Aberta e natural, num espaço que não tem problemas, sem subdivisões, expressando suas impressões a respeito de qualquer assunto que a toque. Importante é equilibrar suas forças e suas escolhas… recordar o que vale realmente a pena desejar. Uma imagem, um som. [Não ceder à exaustão] de escolher projetos – o convívio consigo mesma nem sempre é pacífico. Não chega a grandes conclusões. Segue devagar pelas cores, formas, contornos, conceitos. Isso deveria ser o suficiente para ficar envolvida com o querer ou não querer alguma coisa. Como um subproduto da esperança, a busca corre  num constante ir e vir, tentando controlar as circunstâncias da vida.  Contemplar a impermanência proporcionando uma maior aproximação das coisas e não ter um movimento tão amplamente largo em direção à tristeza ainda é um desafio, sabia disso.

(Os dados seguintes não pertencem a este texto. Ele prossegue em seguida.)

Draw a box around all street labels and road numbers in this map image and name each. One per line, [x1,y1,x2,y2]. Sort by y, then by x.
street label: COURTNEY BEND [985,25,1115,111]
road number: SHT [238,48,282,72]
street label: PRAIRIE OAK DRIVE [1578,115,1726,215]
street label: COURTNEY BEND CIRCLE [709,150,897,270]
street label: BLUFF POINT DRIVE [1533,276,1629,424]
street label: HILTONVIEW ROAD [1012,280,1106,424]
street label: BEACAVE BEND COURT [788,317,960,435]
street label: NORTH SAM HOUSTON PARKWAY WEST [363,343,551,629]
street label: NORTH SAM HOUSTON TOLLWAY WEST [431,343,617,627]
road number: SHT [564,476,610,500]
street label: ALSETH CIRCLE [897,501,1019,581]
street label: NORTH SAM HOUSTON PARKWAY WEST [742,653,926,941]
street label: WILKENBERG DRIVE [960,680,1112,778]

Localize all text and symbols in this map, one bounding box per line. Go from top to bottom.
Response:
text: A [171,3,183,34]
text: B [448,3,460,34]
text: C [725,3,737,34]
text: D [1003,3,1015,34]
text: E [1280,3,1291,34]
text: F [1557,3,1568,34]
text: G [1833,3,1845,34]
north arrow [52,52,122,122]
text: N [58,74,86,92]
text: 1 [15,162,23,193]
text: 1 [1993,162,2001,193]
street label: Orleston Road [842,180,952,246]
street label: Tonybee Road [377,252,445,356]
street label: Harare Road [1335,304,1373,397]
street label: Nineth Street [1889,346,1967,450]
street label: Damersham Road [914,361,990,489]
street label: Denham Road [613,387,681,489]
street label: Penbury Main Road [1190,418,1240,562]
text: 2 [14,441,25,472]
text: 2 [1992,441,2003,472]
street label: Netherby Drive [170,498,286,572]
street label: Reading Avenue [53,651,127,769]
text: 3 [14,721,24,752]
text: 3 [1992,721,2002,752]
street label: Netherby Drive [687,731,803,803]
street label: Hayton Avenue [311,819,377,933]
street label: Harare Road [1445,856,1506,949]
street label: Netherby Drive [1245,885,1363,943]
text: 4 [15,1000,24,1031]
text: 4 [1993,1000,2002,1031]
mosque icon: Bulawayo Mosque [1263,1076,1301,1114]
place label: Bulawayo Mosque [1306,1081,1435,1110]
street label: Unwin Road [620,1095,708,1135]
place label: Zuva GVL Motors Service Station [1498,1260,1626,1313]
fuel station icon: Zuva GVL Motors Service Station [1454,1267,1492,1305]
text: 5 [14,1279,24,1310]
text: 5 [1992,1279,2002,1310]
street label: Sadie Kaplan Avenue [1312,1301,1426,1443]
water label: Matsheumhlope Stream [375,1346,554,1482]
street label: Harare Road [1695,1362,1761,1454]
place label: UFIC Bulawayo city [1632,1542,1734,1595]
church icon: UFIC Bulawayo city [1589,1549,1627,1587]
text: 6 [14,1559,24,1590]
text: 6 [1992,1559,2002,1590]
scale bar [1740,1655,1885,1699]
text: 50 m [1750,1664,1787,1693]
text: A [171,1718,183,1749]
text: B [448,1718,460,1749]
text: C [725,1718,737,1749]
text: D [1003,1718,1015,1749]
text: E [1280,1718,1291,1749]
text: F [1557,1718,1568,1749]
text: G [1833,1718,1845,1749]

A vinda de mais um impulso contrário se faz inevitável. Você é você e você é aquilo que você pensa que é. E também você é o que os outros pensam que você é. Dualismo imaginário em última instância, tem essa sensibilidade. Sequer é real. Passeamos, olhamos tudo, queremos e desejamos cultivando a apreciação numa perspectiva de auto-aceitação. E a aceitação auto-centrada se tornara um hábito muito forte e a querência não transfere suas virtudes às ações.

E todo dia dizem que confunde conceitos numa boa fé mobilizada desalimentando monstros distantes daqueles que não desejam construir nada.

E o pouso do pensamento há de ser leve.